Skip to content

Microsoft 365

Microsoft 365 is a core EDP source system for cloud productivity, collaboration, licensing, usage, and service metadata. It should be documented separately from on-premises Active Directory because it uses Microsoft Graph and cloud service APIs, has different identifiers, and exposes different operational data.

Overview

Microsoft 365 can provide EDP with cloud-side identity, group, license, collaboration, usage, and service information.

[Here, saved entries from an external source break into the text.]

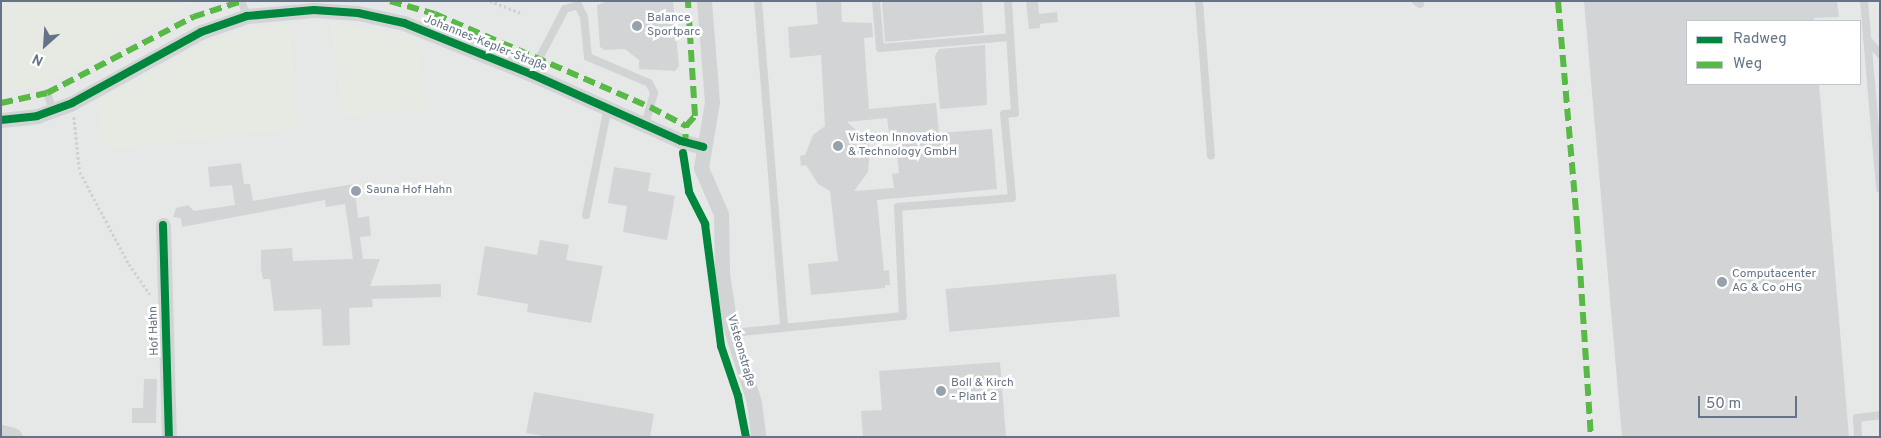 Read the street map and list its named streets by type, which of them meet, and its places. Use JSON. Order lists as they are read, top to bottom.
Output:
{
  "streets": {
    "street": ["Johannes-Kepler-Straße", "Hof Hahn", "Visteonstraße"]
  },
  "crossings": [
    ["Johannes-Kepler-Straße", "Visteonstraße"]
  ],
  "places": [
    "Balance Sportparc",
    "Visteon Innovation & Technology GmbH",
    "Sauna Hof Hahn",
    "Computacenter AG & Co oHG",
    "Boll & Kirch - Plant 2"
  ],
  "legend": ["Radweg", "Weg"],
  "scale_bar": "50 m",
  "north": "bottom left"
} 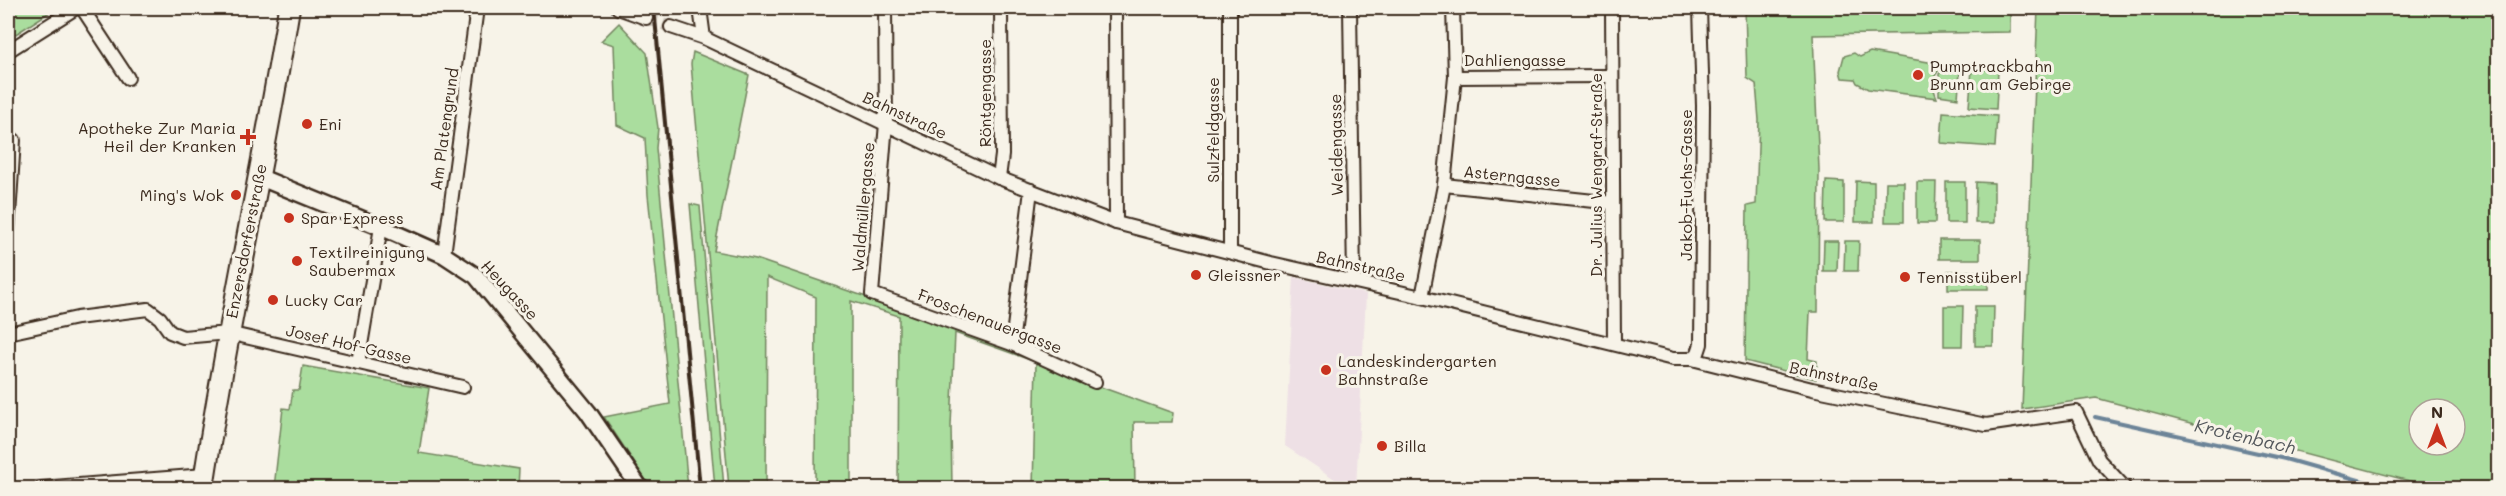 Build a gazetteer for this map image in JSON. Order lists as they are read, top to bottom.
{
  "streets": {
    "main road": ["Enzersdorferstraße"],
    "street": [
      "Dahliengasse",
      "Röntgengasse",
      "Bahnstraße",
      "Am Platengrund",
      "Sulzfeldgasse",
      "Weidengasse",
      "Dr. Julius Wengraf-Straße",
      "Asterngasse",
      "Jakob-Fuchs-Gasse",
      "Waldmüllergasse",
      "Heugasse",
      "Froschenauergasse",
      "Josef Hof-Gasse"
    ]
  },
  "crossings": [
    ["Dahliengasse", "Dr. Julius Wengraf-Straße"],
    ["Röntgengasse", "Bahnstraße"],
    ["Bahnstraße", "Sulzfeldgasse"],
    ["Bahnstraße", "Weidengasse"],
    ["Bahnstraße", "Dr. Julius Wengraf-Straße"],
    ["Bahnstraße", "Jakob-Fuchs-Gasse"],
    ["Bahnstraße", "Waldmüllergasse"],
    ["Am Platengrund", "Heugasse"],
    ["Dr. Julius Wengraf-Straße", "Asterngasse"],
    ["Waldmüllergasse", "Froschenauergasse"],
    ["Enzersdorferstraße", "Heugasse"],
    ["Enzersdorferstraße", "Josef Hof-Gasse"]
  ],
  "water": ["Krotenbach"],
  "places": {
    "other": [
      "Pumptrackbahn Brunn am Gebirge",
      "Eni",
      "Ming's Wok",
      "Spar Express",
      "Textilreinigung Saubermax",
      "Gleissner",
      "Tennisstüberl",
      "Lucky Car",
      "Landeskindergarten Bahnstraße",
      "Billa"
    ],
    "health": ["Apotheke Zur Maria Heil der Kranken"]
  },
  "north": "top"
}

EDP should use Microsoft 365 data to support:

  • Cloud identity and account visibility
  • License assignment and utilization reporting
  • Group and Microsoft 365 group visibility
  • Teams and channel visibility
  • Collaboration governance
  • User activity and adoption reporting
  • Cross-system identity correlation
  • Onboarding and offboarding validation
  • Access review and membership analysis
  • Operational dashboards for cloud service usage

Ownership

RoleResponsibility
Source system ownerOwns Microsoft 365 tenant operations, licensing, access policies, and service configuration
Technical ownerSupports app registrations, Graph permissions, admin consent, and connector access
Data stewardDefines license, group, team, channel, and usage reporting meaning for EDP consumers
Platform ownerRuns the connector, raw landing, transformations, quality checks, and downstream models

Data Domains

Initial Microsoft 365 data domains:

  • Users
  • Groups and Microsoft 365 groups
  • Group memberships and ownership
  • Teams
  • Channels
  • License SKUs
  • User license assignments
  • Service plans
  • Usage reports
  • Tenant and service metadata

Later domains may include:

  • SharePoint sites
  • OneDrive usage
  • Exchange mailbox metadata
  • Planner metadata
  • Audit and activity reports where licensing and permissions allow
  • Administrative role assignments

Connector Options

Connector OptionWhen It FitsNotes
Microsoft Graph APIPreferred production pattern for most Microsoft 365 entitiesSupports users, groups, Teams, licenses, reports, and many cloud resources
Microsoft Graph reports APIPreferred for Microsoft 365 usage and adoption reportsUseful for usage reporting and service adoption dashboards
PowerShell-assisted exportUseful when an administrative module exposes needed data more easilyShould still produce governed files or API results into raw landing
Admin center exportUseful as an interim or fallback approachShould be treated as a temporary bridge, not a long-term connector pattern
Manual seedAcceptable only for early testing or static reference dataShould not be used for production operational reporting

Prebuilt Package Status

Status: prebuilt planned.

A reusable Microsoft 365 connector package should include:

  • Containerized Graph connector runtime
  • Configuration schema for tenant, endpoints, object sets, schedules, and report periods
  • Required Graph permission documentation
  • App registration and admin consent setup guide
  • Connection test
  • Microsoft Graph throttling and retry handling
  • Airflow DAG template
  • Raw landing tables for users, groups, memberships, Teams, channels, licenses, and usage reports
  • dbt source definitions
  • ODS identity, account, group, team, channel, license, and usage mappings
  • Data Vault hub, link, and satellite templates
  • Data quality tests
  • Operational runbook

Required Access

The connector should use an approved Microsoft Entra app registration or managed identity pattern where available. Permissions should be application permissions or delegated permissions based on the deployment model, using least privilege wherever practical.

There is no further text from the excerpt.